Игра с отчаянием
Шрифт:
Она уже полностью осознавала себя как Хиганбану, окончательно отбросив маску. Пожалуй, именно поэтому она и потеряла связь с телом Хитаги. Теперь Хина больше походила на человека, играющего в компьютерную игру от первого лица: она могла видеть и слышать, но не чувствовать происходящее с её персонажем.
Хиганбана знала, что нужно расправиться с Тау как можно скорее, но она также понимала, что ей нужно некоторое время, чтобы прийти в себя. Расставить по полочкам всё, что она вспомнила. Пока разрозненные картинки прошлого больше походили на перемешанный разноцветный песок — видимо, тот самый, который воплощал боль в её голове, пересыпаясь через лоб каждый раз, когда она переворачивалась на другой бок.

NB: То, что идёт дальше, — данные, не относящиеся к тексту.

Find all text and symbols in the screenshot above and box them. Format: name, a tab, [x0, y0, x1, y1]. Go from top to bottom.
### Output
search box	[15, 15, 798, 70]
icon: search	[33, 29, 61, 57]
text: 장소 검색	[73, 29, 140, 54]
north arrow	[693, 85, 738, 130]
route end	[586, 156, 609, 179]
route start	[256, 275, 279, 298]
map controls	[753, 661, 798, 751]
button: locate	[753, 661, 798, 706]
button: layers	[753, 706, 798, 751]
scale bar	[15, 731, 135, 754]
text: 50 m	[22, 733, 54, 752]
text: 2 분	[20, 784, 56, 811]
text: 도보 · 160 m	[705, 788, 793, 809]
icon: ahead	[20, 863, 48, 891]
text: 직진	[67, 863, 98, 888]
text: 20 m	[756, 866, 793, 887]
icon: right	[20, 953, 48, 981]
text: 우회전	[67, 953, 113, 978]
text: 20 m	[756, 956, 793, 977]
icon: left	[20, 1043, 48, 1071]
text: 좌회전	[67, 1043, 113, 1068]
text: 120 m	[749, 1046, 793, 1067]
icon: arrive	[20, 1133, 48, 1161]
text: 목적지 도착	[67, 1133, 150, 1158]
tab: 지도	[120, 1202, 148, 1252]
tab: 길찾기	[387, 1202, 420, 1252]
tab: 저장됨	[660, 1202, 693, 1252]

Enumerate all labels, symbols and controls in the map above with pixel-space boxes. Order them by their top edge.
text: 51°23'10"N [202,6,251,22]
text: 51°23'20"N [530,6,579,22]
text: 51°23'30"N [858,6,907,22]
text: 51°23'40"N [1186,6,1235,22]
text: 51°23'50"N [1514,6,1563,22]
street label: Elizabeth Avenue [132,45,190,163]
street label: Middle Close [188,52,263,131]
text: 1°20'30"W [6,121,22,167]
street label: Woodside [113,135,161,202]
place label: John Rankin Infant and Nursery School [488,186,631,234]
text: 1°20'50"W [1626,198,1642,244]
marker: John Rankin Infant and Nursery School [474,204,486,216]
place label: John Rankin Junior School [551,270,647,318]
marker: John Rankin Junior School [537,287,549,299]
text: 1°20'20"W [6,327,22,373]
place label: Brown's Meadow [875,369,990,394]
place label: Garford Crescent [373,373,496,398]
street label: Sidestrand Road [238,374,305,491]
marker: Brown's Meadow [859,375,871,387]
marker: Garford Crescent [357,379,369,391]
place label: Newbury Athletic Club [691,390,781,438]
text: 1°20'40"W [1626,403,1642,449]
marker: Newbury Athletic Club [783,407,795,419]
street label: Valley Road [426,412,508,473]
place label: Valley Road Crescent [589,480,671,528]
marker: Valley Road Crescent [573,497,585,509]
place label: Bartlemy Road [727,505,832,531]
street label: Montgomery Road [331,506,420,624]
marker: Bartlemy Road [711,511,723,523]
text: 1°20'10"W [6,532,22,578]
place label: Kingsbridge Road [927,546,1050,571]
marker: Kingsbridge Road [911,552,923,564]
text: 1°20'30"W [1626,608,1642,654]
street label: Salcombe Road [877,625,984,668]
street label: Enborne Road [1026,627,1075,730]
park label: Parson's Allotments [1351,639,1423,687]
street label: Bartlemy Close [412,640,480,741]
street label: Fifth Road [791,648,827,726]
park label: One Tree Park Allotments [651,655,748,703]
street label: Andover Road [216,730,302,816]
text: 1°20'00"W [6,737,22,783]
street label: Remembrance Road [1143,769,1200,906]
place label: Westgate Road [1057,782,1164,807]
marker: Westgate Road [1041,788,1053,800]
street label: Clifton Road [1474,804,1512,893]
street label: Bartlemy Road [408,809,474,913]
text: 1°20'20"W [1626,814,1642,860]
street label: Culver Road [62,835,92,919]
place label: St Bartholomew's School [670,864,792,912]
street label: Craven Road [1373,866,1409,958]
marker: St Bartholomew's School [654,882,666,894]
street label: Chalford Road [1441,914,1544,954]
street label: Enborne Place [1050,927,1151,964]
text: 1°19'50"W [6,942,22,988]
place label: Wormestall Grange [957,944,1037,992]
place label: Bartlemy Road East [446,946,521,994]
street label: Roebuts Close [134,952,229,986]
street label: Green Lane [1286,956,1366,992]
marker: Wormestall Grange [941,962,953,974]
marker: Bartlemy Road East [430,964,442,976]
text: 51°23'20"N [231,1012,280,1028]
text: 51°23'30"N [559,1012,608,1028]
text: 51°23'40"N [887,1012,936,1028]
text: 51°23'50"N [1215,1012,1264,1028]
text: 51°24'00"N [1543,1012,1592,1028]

Конечно же, упорядочивание
Роза — старшая и ответственная. Скупа на эмоции, всегда собранная и довольно строгая. Она, несомненно, любила своих сестёр, раз решила оградить их от судьбы вечных междоусобных войн за право быть лучшей, навязанной отцом, но её любовь выражалась также сдержанно. Хиганбана часто сравнивала её с родителем-одиночкой, который любит своего ребёнка, но всё время уходит с головой в работу, чтобы обеспечить чадо самым лучшим, при этом часто пренебрегая прямой отдачей родительского тепла.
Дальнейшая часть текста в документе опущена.